> [ABOUT THIS EXERCISE]: Show every line of the data where the word "from" can be found.

(SUPPLIED RECORDS)

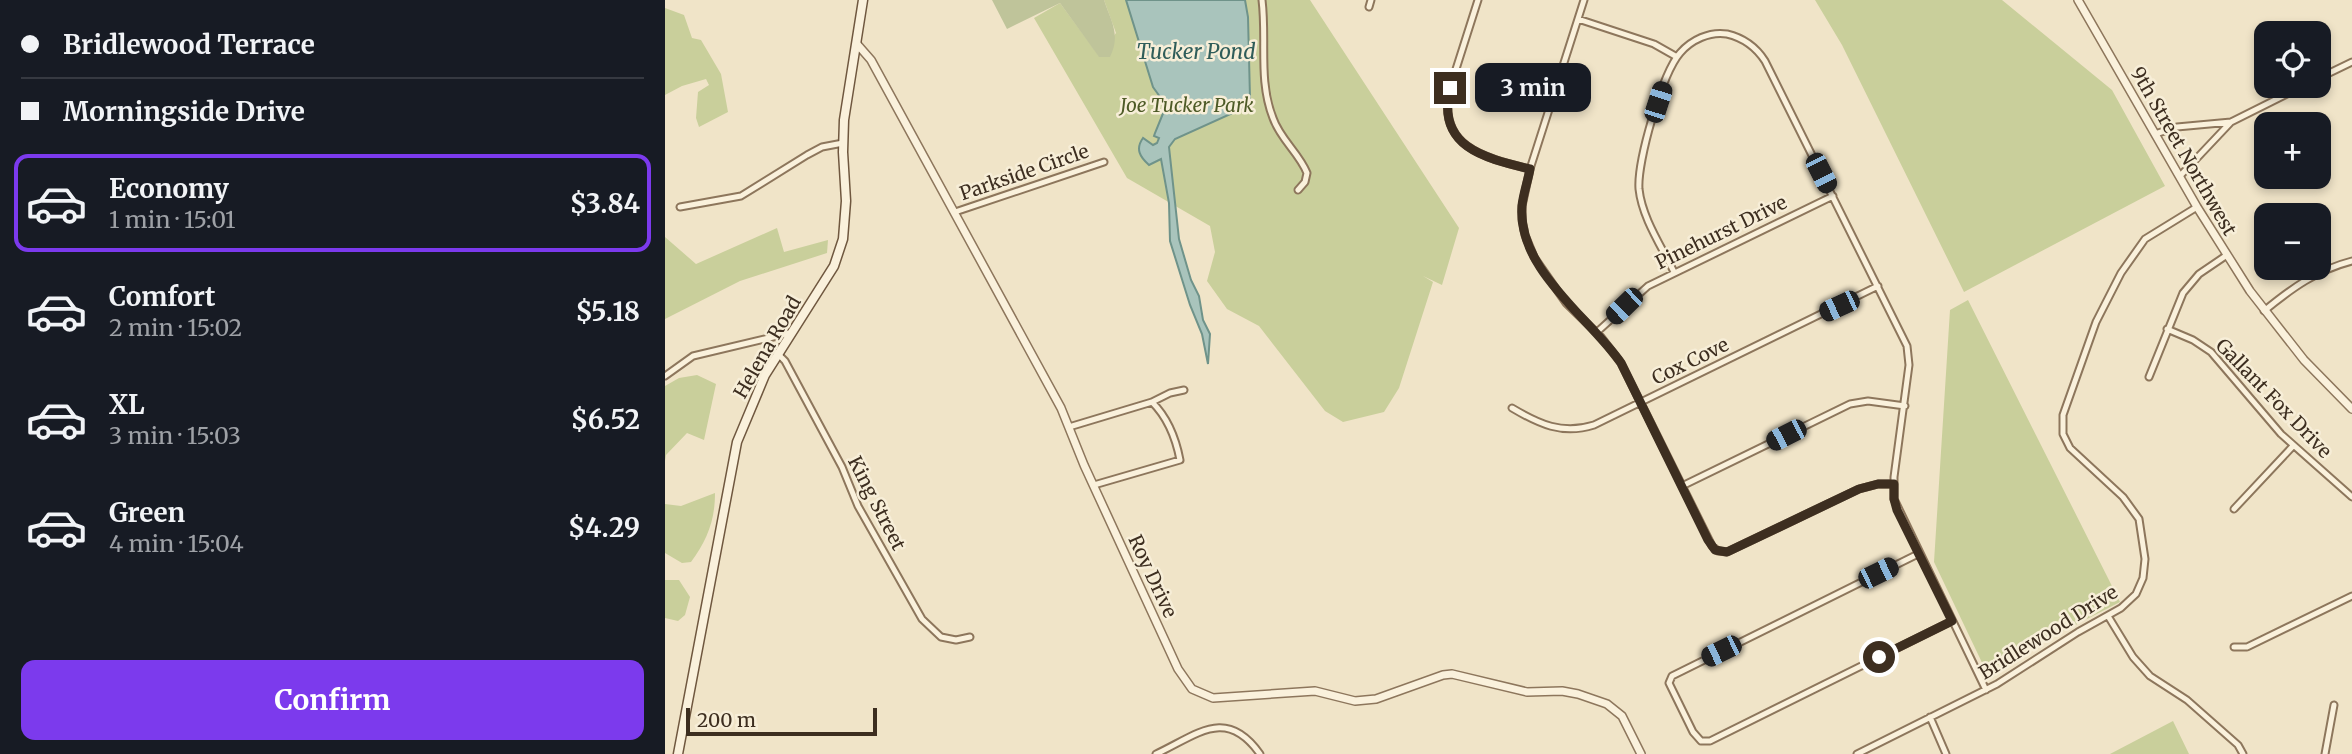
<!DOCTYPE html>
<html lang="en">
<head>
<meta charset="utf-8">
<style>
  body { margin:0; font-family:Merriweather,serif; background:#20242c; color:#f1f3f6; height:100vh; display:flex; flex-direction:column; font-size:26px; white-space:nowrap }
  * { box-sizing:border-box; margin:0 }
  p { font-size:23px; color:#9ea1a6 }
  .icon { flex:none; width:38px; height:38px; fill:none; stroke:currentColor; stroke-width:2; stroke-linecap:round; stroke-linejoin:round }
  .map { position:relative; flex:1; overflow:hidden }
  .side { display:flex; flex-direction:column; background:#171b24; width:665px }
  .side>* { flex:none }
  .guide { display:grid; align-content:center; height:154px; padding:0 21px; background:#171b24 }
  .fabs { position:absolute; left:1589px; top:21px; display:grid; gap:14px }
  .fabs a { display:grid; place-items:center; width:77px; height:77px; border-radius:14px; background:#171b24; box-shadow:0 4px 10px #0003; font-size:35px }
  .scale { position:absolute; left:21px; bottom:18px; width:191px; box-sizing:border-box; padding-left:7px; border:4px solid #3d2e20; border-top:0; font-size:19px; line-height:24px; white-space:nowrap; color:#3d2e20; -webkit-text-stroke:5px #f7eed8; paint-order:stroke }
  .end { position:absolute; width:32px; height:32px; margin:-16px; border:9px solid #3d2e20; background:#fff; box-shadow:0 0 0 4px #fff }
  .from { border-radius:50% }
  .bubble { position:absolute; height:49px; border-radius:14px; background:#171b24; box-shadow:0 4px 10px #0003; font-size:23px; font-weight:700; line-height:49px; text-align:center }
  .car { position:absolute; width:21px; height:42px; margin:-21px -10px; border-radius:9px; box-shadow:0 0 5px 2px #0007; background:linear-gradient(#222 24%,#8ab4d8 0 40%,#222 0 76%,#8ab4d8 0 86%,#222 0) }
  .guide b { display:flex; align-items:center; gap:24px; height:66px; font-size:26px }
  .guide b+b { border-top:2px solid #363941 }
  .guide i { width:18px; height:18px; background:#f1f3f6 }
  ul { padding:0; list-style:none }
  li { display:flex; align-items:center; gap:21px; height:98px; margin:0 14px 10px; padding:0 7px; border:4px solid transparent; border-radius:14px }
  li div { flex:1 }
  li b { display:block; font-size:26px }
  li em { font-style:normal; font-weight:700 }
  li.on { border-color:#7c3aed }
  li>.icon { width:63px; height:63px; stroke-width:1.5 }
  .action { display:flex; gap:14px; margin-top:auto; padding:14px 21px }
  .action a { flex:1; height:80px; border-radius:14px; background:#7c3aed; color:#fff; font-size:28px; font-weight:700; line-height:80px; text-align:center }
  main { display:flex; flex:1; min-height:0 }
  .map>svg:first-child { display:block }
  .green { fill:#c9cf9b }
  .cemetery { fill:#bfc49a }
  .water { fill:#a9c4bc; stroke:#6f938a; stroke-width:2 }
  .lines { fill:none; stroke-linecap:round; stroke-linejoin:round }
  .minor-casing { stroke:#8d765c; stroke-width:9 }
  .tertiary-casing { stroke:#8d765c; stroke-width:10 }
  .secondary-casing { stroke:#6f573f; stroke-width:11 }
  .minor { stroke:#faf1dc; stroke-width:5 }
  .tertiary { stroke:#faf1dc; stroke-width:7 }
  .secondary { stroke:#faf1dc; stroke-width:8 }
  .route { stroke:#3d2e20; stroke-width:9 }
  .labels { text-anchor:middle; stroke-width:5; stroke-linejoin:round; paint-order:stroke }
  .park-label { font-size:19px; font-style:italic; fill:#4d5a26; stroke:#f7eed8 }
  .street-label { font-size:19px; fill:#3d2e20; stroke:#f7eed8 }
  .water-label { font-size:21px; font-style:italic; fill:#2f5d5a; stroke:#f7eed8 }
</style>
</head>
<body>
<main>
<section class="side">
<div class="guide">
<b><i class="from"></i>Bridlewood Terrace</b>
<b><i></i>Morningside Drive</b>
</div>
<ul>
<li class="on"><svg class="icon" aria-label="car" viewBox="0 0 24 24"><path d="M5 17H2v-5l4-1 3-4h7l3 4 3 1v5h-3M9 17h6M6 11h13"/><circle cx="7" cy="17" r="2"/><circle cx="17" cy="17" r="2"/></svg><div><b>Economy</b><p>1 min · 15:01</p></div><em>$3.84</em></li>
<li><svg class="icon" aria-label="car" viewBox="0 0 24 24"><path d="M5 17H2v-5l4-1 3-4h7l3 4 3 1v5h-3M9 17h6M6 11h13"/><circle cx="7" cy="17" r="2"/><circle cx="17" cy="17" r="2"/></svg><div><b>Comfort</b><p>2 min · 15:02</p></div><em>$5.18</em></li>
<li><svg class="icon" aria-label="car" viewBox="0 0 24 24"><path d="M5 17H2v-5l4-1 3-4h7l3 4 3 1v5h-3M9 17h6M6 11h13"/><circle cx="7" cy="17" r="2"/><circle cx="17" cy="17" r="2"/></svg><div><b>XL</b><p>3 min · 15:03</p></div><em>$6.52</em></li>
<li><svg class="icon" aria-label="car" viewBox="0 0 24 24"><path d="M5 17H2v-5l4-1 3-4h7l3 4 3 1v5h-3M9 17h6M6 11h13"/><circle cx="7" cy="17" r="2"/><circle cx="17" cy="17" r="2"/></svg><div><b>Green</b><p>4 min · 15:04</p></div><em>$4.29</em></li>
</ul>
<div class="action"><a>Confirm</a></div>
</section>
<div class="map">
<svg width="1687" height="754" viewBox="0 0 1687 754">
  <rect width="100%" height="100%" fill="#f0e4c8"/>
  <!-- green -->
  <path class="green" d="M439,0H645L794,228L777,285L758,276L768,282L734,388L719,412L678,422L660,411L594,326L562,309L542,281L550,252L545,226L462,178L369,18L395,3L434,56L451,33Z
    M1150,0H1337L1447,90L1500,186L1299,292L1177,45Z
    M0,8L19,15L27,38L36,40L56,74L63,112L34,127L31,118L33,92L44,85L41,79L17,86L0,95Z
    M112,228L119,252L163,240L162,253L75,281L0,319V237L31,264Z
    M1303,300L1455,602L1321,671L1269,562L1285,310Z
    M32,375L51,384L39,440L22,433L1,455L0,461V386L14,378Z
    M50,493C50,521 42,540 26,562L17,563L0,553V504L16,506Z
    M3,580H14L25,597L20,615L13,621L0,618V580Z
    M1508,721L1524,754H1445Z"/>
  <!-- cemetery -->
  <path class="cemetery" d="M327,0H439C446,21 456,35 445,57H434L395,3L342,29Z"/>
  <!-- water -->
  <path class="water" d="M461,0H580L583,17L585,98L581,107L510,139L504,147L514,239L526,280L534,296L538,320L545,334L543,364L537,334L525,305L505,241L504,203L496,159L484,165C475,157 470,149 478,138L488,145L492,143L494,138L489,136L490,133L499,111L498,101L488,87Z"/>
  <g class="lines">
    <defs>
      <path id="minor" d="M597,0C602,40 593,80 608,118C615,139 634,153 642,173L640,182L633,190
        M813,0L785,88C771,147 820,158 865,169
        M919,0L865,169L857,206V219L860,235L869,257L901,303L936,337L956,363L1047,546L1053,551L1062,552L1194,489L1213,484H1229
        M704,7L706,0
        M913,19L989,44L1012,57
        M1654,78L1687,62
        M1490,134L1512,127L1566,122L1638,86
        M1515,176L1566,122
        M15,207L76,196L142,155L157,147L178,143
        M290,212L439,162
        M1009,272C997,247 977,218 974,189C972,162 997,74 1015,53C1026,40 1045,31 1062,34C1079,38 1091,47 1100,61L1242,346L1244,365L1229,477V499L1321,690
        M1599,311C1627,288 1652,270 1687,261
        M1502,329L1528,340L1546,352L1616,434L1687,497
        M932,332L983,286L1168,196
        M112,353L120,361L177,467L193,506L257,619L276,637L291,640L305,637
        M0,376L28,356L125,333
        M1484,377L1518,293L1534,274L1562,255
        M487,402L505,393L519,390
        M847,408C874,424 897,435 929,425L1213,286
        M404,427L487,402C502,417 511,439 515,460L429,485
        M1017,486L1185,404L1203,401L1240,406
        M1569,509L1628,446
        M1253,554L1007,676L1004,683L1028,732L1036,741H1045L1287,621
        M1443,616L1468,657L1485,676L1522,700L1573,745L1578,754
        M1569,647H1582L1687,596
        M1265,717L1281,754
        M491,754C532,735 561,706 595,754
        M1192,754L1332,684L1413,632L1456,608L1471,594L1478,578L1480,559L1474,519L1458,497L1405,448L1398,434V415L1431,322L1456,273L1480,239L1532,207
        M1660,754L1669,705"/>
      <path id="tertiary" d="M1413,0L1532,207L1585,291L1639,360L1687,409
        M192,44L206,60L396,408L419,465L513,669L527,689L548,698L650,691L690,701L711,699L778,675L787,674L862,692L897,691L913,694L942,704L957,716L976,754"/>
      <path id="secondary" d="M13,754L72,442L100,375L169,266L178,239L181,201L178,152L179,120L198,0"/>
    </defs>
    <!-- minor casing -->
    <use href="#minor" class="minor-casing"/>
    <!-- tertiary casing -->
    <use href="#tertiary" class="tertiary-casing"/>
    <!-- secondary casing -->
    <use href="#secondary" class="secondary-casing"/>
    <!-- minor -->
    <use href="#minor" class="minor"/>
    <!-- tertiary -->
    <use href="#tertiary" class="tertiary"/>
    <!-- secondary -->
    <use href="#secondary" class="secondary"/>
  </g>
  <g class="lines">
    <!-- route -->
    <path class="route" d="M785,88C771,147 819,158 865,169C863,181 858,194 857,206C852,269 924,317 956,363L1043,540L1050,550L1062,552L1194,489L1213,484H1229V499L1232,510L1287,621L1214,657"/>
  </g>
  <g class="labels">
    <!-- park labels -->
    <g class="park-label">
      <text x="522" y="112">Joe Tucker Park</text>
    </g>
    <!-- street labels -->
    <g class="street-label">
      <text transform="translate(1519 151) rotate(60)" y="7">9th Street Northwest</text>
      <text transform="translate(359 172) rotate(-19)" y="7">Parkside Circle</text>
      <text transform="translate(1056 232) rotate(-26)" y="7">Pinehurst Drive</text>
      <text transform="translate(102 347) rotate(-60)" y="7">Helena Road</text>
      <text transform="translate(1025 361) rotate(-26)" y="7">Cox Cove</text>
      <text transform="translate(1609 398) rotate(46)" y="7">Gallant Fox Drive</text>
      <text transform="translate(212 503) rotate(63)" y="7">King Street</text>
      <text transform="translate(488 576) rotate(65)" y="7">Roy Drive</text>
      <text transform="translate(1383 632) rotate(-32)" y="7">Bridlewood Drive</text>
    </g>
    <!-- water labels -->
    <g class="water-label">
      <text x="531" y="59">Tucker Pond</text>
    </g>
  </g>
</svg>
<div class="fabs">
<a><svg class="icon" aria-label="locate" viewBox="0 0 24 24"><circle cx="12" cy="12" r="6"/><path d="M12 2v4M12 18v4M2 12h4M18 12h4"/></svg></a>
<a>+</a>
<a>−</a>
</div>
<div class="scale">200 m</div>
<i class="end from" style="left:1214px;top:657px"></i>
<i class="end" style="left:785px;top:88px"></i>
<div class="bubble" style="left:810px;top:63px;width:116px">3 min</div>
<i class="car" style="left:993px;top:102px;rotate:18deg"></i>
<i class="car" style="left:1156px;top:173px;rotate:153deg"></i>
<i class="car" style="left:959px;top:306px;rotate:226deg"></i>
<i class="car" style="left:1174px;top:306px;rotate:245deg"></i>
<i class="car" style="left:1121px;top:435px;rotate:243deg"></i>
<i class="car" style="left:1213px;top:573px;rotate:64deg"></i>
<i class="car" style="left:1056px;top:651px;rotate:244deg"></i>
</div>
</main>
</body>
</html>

(End SUPPLIED RECORDS)
(SUPPLIED RECORDS)

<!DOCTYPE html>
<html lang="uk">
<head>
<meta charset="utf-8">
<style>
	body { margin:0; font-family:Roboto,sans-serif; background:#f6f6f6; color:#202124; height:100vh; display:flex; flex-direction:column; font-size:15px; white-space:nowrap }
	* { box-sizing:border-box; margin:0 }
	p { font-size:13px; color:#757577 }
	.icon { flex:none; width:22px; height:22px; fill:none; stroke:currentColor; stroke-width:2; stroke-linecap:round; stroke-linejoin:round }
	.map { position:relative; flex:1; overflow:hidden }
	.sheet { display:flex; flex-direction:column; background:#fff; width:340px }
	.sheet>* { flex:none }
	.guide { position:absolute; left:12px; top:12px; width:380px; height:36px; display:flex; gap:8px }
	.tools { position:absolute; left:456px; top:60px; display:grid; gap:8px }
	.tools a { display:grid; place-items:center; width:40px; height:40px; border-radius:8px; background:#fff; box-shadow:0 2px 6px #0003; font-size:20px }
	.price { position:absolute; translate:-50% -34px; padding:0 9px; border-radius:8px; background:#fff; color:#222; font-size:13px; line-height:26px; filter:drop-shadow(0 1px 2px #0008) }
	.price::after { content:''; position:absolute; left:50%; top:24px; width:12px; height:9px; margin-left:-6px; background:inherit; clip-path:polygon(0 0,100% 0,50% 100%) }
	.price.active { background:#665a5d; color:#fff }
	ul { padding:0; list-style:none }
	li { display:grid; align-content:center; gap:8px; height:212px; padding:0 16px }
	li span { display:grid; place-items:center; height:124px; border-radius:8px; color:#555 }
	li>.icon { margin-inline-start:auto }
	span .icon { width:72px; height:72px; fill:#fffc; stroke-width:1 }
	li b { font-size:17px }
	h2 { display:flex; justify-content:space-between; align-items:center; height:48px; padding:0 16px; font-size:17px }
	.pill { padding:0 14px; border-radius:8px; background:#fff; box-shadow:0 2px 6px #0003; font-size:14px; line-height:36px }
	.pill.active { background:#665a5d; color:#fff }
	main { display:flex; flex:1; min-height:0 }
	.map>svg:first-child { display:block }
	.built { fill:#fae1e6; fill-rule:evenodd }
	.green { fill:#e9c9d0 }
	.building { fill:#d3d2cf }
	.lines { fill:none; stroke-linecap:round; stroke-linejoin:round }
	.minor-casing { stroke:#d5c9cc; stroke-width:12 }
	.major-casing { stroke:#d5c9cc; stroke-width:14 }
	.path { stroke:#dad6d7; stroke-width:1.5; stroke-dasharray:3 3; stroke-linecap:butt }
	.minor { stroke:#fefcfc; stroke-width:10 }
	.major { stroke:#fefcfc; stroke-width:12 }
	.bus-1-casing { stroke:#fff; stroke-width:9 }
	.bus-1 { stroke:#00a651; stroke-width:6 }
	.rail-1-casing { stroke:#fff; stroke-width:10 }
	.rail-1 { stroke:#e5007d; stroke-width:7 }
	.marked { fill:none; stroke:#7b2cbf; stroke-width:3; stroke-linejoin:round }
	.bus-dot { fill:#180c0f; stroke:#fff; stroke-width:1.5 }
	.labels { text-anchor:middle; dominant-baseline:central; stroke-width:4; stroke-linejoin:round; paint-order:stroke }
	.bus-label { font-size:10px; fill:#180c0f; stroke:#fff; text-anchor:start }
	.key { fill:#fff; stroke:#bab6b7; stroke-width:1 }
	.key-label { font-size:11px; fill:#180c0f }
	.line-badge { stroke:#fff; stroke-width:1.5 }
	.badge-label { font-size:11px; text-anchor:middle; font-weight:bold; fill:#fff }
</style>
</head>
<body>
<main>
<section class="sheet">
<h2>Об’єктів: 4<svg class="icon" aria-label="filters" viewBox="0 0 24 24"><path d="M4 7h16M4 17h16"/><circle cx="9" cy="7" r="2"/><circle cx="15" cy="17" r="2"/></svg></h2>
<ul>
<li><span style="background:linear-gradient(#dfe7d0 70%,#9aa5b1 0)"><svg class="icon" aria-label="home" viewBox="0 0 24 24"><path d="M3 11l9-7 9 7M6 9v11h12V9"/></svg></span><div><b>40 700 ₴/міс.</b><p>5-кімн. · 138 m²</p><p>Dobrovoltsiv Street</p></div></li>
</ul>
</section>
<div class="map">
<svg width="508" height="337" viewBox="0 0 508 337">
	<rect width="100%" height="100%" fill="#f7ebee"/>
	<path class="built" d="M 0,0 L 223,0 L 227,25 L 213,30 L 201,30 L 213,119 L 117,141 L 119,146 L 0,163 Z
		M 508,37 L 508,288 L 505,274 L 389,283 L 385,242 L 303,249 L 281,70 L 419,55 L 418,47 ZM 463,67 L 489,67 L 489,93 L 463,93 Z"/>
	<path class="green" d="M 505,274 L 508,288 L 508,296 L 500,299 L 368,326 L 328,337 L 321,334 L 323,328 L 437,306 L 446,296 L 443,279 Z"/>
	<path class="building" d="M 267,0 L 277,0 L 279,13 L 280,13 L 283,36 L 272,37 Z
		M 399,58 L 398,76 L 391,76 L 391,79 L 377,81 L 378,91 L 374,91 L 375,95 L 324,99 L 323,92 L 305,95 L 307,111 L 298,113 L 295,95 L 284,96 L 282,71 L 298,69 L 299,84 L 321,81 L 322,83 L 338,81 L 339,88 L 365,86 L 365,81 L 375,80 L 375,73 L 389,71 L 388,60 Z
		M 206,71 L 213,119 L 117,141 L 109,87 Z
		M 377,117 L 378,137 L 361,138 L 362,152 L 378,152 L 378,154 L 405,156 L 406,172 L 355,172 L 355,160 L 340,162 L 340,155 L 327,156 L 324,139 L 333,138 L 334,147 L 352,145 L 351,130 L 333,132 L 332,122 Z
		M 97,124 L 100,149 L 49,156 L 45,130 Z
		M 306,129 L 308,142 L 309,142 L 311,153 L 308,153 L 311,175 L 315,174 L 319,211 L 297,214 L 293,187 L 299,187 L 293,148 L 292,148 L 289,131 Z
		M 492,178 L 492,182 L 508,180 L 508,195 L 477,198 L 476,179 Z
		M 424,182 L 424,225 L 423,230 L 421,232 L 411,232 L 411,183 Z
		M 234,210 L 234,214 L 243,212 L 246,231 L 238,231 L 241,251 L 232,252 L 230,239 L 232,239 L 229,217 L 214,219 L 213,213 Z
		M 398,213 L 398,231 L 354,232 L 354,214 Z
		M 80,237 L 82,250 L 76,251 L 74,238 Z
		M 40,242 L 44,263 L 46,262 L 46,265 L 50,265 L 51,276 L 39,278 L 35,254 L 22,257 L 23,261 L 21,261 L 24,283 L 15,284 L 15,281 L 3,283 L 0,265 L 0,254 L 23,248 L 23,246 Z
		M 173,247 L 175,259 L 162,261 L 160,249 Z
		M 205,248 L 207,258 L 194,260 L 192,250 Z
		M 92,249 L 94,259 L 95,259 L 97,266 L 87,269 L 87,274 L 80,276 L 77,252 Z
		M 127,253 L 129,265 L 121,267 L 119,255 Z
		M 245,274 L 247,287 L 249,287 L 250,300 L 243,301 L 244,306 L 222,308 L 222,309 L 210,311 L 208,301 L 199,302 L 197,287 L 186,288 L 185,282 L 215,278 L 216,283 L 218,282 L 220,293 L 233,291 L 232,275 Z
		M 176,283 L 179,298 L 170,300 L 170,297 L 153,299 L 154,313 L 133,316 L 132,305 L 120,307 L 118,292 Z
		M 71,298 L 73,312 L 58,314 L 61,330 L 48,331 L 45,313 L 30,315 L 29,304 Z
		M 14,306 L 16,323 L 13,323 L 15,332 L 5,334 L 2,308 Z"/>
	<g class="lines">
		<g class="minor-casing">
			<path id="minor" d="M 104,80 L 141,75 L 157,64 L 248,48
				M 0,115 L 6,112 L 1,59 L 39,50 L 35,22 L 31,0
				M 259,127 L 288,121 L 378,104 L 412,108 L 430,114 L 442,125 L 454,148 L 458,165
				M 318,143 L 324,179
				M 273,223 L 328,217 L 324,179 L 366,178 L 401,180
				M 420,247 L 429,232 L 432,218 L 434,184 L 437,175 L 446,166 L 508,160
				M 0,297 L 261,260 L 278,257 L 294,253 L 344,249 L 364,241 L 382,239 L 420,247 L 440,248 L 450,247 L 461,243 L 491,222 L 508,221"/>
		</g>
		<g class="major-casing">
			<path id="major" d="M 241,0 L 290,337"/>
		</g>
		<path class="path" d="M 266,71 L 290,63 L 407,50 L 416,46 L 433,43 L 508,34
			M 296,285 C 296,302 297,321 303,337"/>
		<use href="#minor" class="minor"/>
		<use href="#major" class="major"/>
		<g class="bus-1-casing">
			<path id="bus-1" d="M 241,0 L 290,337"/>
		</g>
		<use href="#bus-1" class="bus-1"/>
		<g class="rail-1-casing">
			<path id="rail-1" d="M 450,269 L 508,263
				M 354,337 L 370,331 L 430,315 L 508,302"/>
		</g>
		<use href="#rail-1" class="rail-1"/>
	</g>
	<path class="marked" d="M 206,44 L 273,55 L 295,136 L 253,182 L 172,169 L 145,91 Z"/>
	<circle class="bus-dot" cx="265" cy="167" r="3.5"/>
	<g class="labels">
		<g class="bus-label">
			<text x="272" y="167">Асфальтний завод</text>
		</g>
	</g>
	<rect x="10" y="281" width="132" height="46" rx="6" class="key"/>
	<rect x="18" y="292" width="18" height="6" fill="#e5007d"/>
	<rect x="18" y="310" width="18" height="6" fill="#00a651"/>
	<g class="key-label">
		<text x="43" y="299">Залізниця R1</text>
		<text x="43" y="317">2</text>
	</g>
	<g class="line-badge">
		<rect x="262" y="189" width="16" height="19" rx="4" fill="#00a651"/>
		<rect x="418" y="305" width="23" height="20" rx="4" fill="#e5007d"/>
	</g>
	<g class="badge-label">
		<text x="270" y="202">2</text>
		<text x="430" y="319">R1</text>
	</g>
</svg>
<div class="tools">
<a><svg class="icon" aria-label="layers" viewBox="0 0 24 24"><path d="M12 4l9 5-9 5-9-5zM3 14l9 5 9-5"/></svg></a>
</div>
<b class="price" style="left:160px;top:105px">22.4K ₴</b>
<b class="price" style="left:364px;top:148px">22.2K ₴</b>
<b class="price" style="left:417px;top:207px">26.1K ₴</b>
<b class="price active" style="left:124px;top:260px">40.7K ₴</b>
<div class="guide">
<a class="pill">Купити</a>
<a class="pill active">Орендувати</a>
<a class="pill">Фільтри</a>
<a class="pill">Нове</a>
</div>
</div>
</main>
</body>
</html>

(End SUPPLIED RECORDS)

> [ANSWER TO THIS PROBLEM]:
  .from { border-radius:50% }
<b><i class="from"></i>Bridlewood Terrace</b>
<i class="end from" style="left:1214px;top:657px"></i>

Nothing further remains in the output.